Records from a data source:

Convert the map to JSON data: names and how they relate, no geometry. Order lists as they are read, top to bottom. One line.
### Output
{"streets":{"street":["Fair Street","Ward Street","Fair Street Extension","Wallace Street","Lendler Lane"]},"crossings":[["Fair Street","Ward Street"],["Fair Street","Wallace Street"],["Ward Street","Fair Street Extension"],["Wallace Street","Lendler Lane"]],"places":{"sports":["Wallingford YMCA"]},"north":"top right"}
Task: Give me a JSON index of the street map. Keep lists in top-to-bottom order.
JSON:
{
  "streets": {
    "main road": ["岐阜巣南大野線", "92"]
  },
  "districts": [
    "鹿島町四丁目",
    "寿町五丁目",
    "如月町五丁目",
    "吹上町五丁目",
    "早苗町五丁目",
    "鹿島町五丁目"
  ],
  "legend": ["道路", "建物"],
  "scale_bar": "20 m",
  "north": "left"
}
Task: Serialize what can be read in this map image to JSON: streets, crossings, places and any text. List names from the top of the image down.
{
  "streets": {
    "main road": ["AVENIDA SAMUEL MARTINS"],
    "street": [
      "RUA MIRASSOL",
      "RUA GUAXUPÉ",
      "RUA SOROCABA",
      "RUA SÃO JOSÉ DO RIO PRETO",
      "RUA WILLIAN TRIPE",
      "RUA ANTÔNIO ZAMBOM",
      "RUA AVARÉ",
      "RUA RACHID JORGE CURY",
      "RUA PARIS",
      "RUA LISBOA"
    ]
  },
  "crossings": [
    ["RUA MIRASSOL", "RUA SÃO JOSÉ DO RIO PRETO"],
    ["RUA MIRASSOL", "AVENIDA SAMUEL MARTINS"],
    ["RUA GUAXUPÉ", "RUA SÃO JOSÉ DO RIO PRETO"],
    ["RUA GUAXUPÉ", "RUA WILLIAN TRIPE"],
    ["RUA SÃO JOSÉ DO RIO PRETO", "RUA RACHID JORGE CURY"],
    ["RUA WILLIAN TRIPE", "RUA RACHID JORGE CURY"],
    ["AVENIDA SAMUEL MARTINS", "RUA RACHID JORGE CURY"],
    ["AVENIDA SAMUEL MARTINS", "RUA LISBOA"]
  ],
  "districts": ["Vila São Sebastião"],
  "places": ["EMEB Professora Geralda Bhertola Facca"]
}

**What you are asked to do:** Look at each line above and note whether it holds the word "bottom". Report how many do, as the number only.

**Solved exercise:** 2